WHAT TO PRODUCE = If a line in the data below contains "down", copy it.

EXTRACTED ENTRIES =
--------

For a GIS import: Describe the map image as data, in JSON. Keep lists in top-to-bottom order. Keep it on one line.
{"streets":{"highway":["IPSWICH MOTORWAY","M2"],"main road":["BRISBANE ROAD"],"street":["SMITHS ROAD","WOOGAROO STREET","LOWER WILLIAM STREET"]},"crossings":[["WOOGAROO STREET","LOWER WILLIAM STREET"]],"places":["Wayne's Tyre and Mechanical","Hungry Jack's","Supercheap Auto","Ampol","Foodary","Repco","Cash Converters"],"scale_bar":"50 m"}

--------

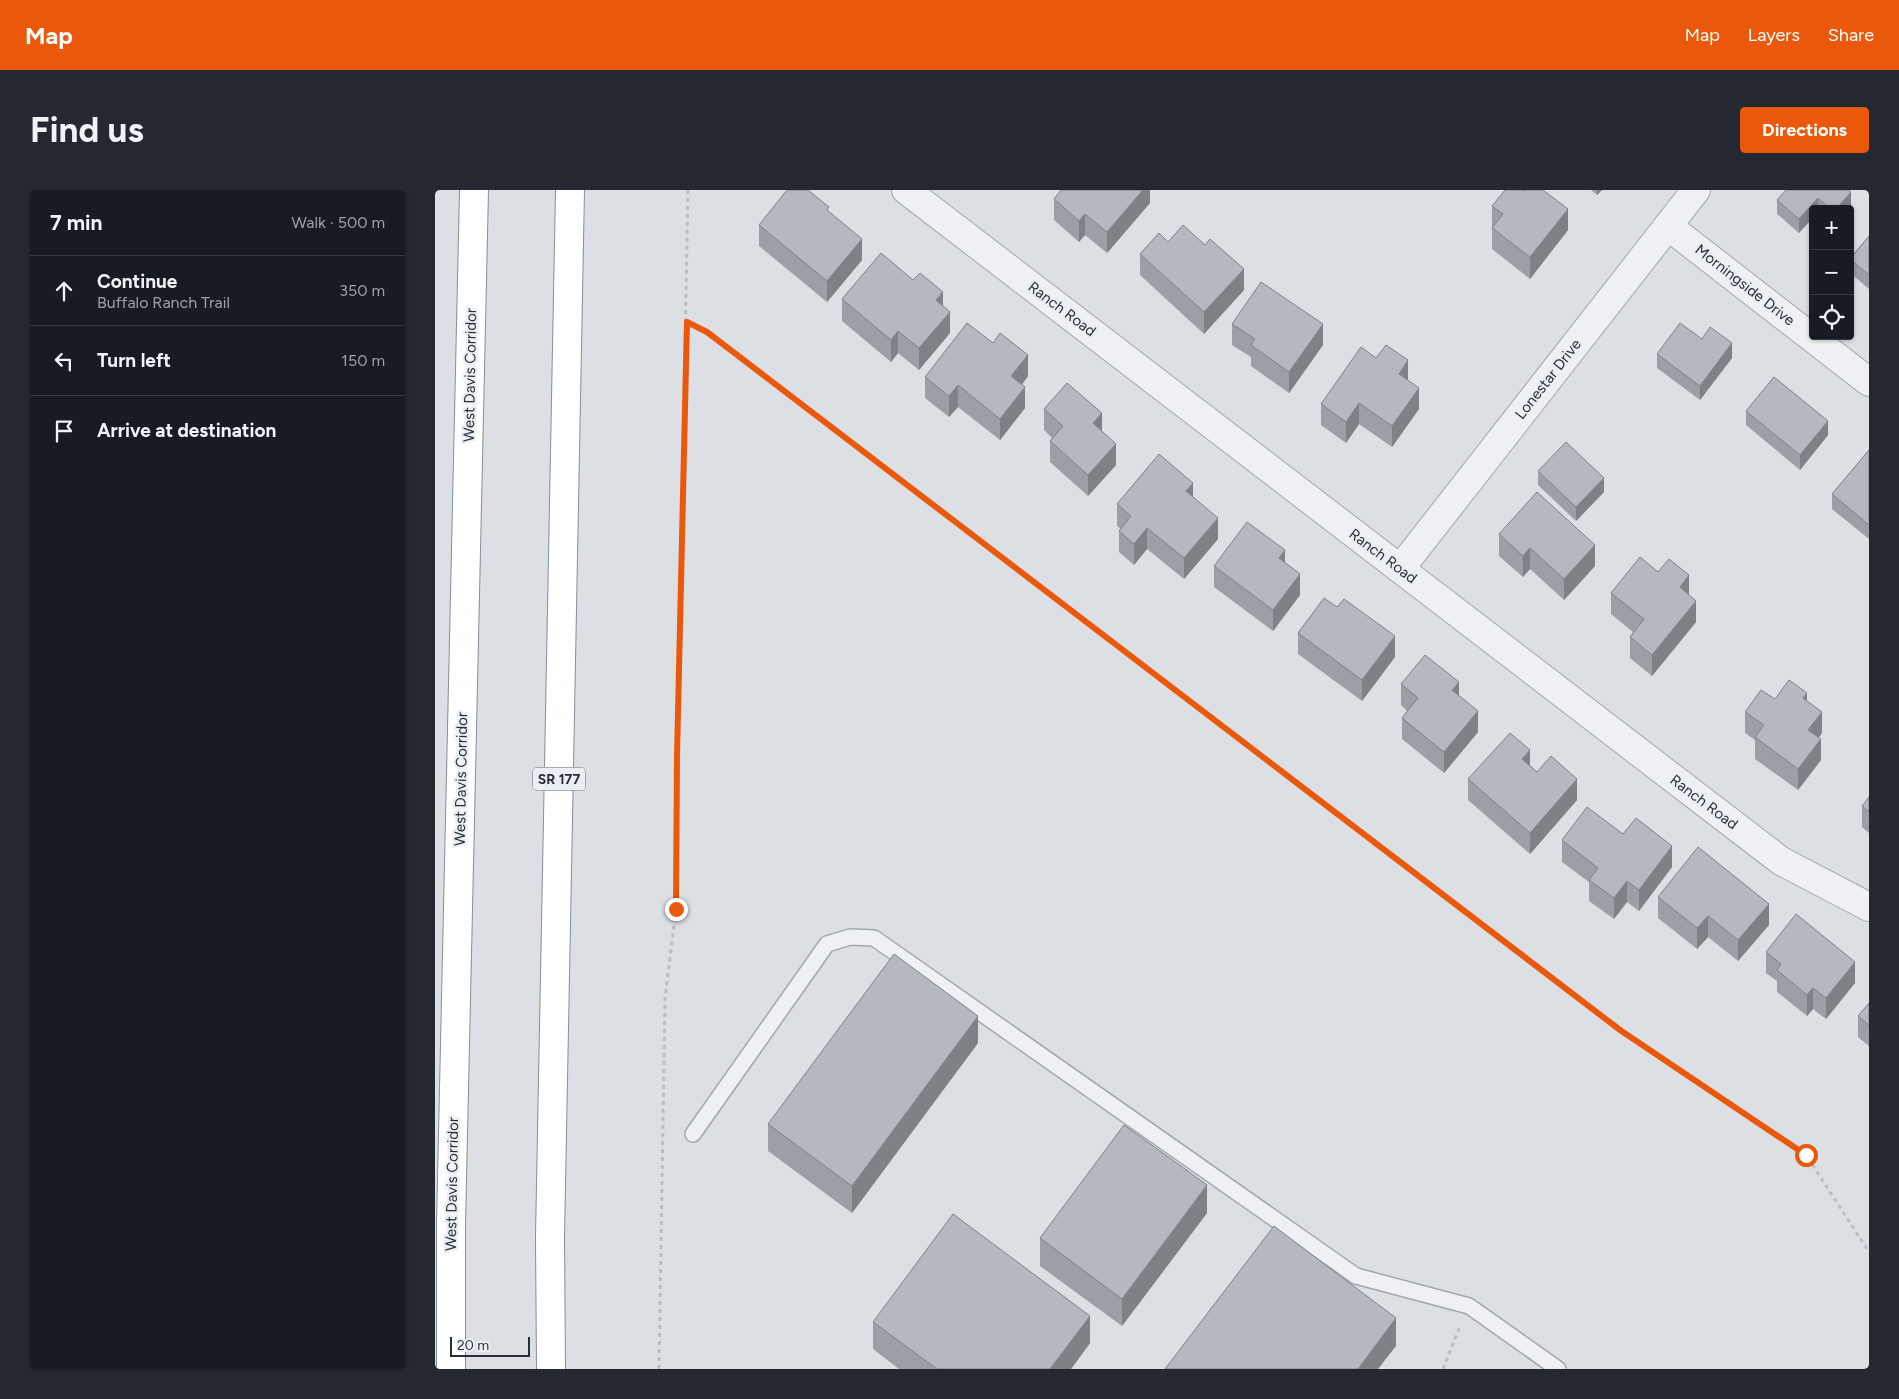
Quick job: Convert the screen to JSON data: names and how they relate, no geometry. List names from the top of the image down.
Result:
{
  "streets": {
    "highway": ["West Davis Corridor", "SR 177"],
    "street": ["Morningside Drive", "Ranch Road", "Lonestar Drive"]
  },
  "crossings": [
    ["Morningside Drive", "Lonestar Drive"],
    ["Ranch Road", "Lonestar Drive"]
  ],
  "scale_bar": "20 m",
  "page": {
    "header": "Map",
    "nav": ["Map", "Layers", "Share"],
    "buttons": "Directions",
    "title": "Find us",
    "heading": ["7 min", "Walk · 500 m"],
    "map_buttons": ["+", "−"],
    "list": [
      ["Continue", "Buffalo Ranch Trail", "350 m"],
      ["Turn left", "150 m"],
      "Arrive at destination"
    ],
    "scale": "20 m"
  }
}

--------

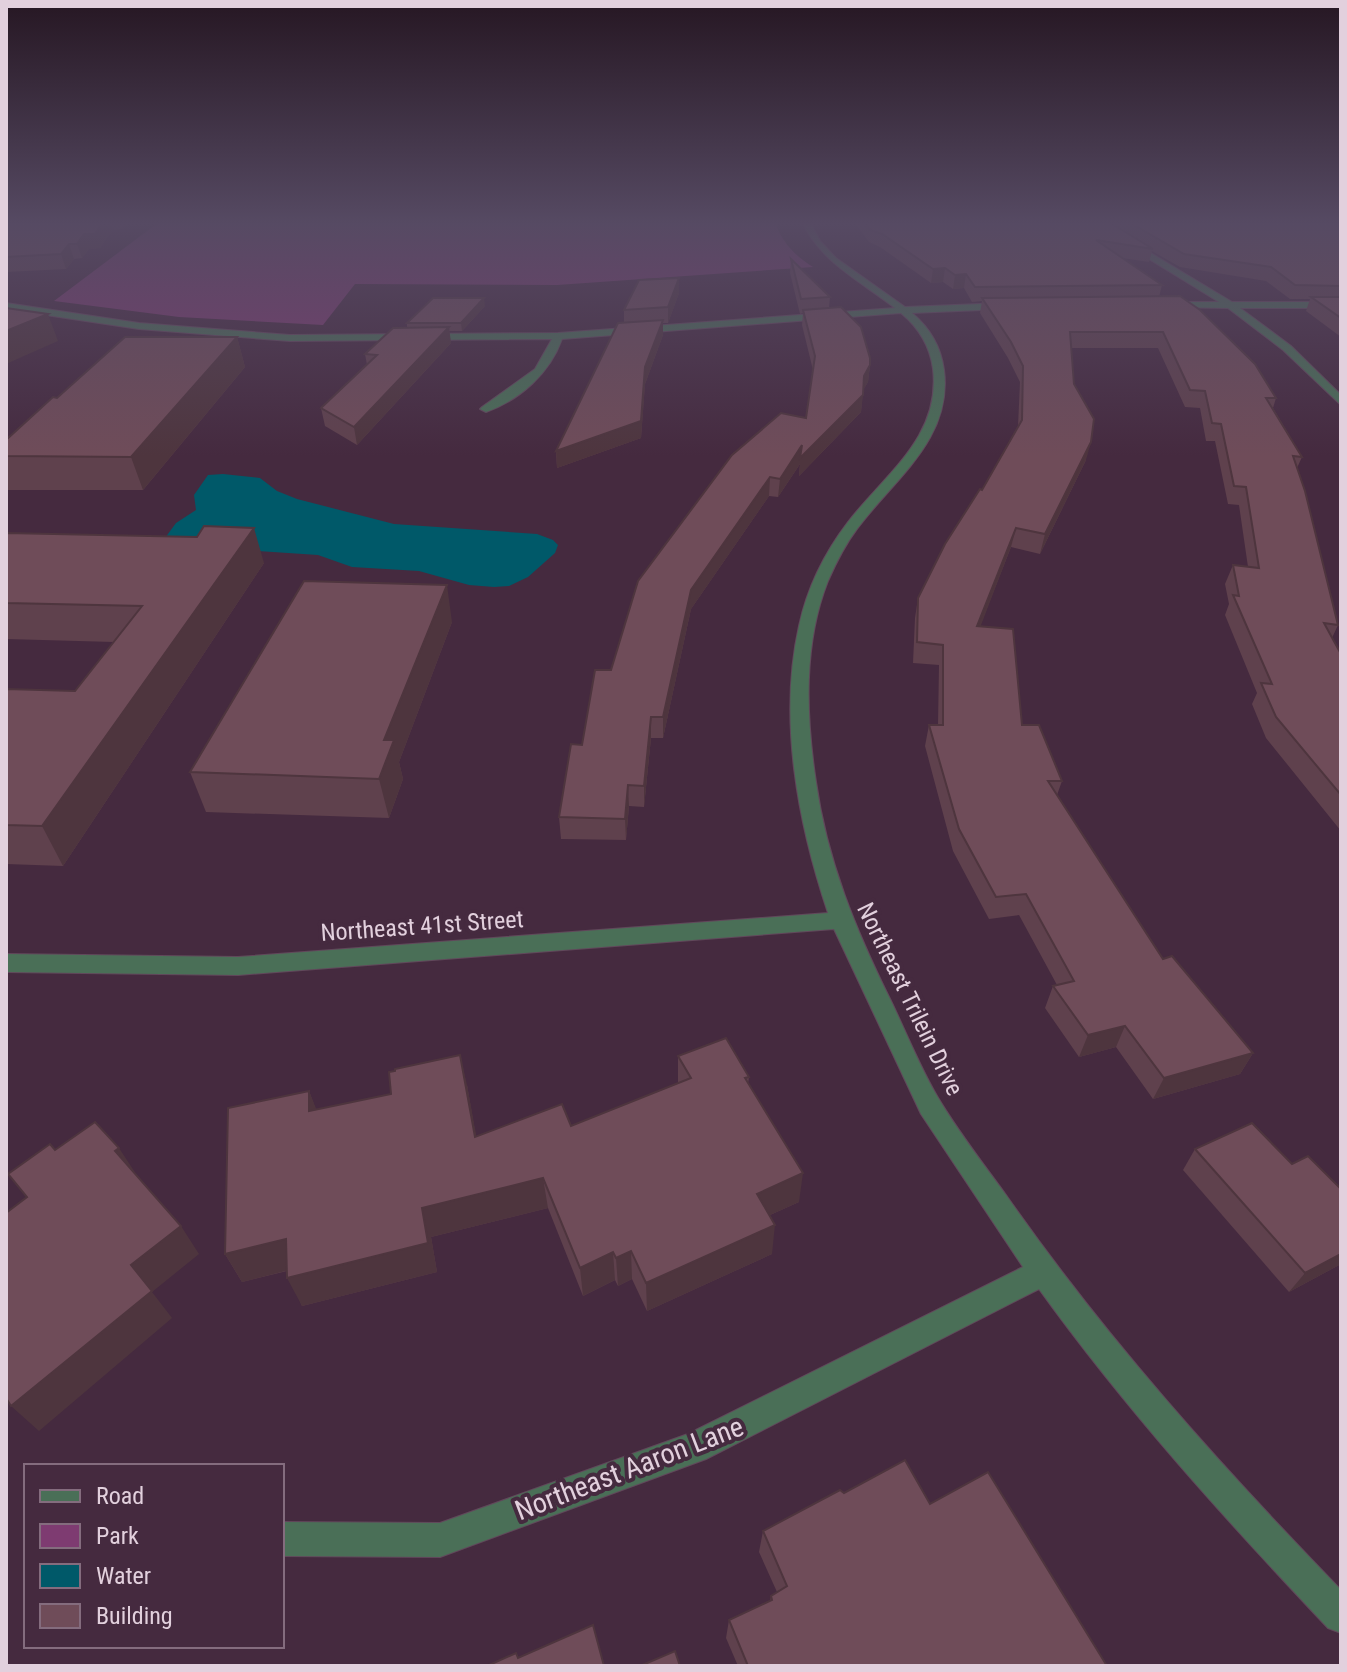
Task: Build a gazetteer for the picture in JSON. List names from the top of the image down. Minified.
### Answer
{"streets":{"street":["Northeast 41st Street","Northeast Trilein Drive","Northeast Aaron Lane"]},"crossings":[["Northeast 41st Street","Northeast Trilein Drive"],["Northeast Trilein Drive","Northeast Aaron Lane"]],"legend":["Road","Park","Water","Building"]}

--------

EXERCISE OUTPUT =
Quick job: Convert the screen to JSON data: names and how they relate, no geometry. List names from the top of the image down.
Task: Build a gazetteer for the picture in JSON. List names from the top of the image down. Minified.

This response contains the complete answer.